Lo ripeté a se stesso, mentre infilzava più e più volte il ritratto, trovando un po’ di pace e sentendo qualcosa sciogliersi: ogni peso, ogni dovere, ogni impegno svanivano uno dopo l’altro mentre pugnalava il disegno; non c’era più quel cappio che gli stringeva la gola, i suoi polsi erano liberi dalle catene.


«Non assomigli per nulla a tuo padre» mormorò Clotilde, sorridendo allo sguardo azzurro che si era posato su di lei pieno di curiosità, non appena si era avvicinata: «Sei molto più simile a tua madre, eppure non posso far a meno di vedere Tom in te.»
«Lo conoscevate bene?»
Clotilde annuì alla domanda, posando lo sguardo sul roseto e piegando le labbra in un sorriso: «Questa pianta è stata il suo ultimo regalo» le spiegò, allungando una mano e carezzando una foglia: «Il giorno in cui venne reso ufficiale il fidanzamento tra Adrien e te: Tom mi portò questo piccolo arbusto con un’unica rosa rossa sbocciata, mentre tua madre lo riprendeva dicendo che non era un regalo adeguato» si fermò, socchiudendo gli occhi e tornando indietro nel tempo: «Mio figlio era rimasto in silenzio, commentando il tutto con quel suo solito sorriso tranquillo che lo contraddistingueva all’epoca, mentre Sophie – la madre di Adrien – aveva applaudito e aveva dichiarato che non c’era regalo più bello. Questa pianta è stata l’unica cosa che ho portato con me, dopo che mi sono ritirata qua.»
«Io…»
«C’è un grande peso sulle tue spalle, Marinette.»
«Mia madre vorrebbe che io guidassi i nostri uomini e il popolo, che riportassi al nome dei Dupain il giusto onore e…»
«E che la tua spada si conficcasse nel cuore di Gabriel» Clotilde assentì con la testa, osservando la giovane: «Ma tu non ne sei capace: lo vedo nei tuoi occhi, nei tuoi gesti. Sei come Adrien, un cuore troppo buono e puro per concepire la morte di qualcuno, anche se questo è un tuo nemico.»
«Mia madre…»
«Sabine è come Gabriel: entrambi accecati dalla rabbia e bisognosi di vendetta, senza rendersi conto che questo non porta che ad altro odio e ad altra vendetta. Sono immersi nella loro disperazione e dubito fortemente che ne usciranno» si fermò, allungando le mani e prendendo quelle di Marinette, stringendole appena: «Ma tu e Adrien potete distruggere tutto questo. Il fatto che vi siete incontrati, che vi siete innamorati…signorina, tu ami mio nipote?»
«E’ possibile amare qualcuno in così poco tempo?

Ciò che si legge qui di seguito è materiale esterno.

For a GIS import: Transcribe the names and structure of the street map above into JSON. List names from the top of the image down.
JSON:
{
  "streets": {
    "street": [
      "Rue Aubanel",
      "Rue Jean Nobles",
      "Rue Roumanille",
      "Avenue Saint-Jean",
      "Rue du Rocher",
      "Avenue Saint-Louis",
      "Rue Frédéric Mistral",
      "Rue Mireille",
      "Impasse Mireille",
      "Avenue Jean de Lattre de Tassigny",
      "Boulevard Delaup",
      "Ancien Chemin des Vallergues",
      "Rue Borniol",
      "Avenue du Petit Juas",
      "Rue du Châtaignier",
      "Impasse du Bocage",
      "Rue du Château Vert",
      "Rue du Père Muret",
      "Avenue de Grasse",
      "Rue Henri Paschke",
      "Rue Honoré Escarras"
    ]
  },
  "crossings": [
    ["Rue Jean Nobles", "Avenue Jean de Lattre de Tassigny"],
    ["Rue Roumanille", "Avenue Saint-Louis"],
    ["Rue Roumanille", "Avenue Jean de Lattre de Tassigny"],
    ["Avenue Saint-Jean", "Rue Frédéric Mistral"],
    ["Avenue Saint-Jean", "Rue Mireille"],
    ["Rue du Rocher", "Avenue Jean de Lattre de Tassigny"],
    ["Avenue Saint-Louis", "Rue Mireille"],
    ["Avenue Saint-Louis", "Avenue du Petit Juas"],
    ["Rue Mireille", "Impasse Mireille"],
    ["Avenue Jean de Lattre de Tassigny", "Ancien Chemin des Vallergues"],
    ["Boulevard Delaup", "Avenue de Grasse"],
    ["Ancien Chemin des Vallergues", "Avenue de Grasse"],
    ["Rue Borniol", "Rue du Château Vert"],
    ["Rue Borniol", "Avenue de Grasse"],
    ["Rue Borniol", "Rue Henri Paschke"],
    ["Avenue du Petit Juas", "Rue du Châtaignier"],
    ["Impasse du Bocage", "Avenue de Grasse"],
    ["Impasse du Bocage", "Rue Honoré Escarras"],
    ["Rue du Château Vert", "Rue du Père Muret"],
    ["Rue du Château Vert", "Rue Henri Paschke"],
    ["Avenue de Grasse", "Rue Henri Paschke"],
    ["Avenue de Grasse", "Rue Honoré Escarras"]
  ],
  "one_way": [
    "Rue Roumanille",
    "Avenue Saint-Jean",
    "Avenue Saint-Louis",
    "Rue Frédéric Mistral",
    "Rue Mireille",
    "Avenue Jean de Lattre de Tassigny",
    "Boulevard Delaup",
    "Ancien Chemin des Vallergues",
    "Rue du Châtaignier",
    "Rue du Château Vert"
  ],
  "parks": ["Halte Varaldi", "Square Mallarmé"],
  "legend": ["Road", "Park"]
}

Io…io non so come comportarmi, ogni volta mi ritrovo con la lingua pesante e le parole che faticano a uscire, mentre lui…lui…io…»
«L’amore può essere lento e crescere giorno per giorno, oppure arrivare improvviso e distruggere ogni certezza…»
«Io…»
Clotilde annuì, allargando le braccia e studiando l’abito della ragazza: «Hai un bel fisico e non sei tanto alta, forse possiamo trovare qualcosa per te fra gli effetti personali delle novizie.»
«Cosa?»
«Non vorrai sposarti con questo brutto abito fatto di cenci?»
«Io…»
«Adrien ti ama, l’ho capito non appena siete arrivati qui al convento e ogni tua parola mi ha confermato che anche tu provi lo stesso sentimento per lui» Clotilde sorrise, chinando la testa e avvicinandola a quella di Marinette: «Il vostro amore, la vostra unione, forse è l’unica cosa che serve a Paris adesso: non una guerra fra due famiglie dettata dall’odio e dalla vendetta, ma l’unione di queste nell’amore.»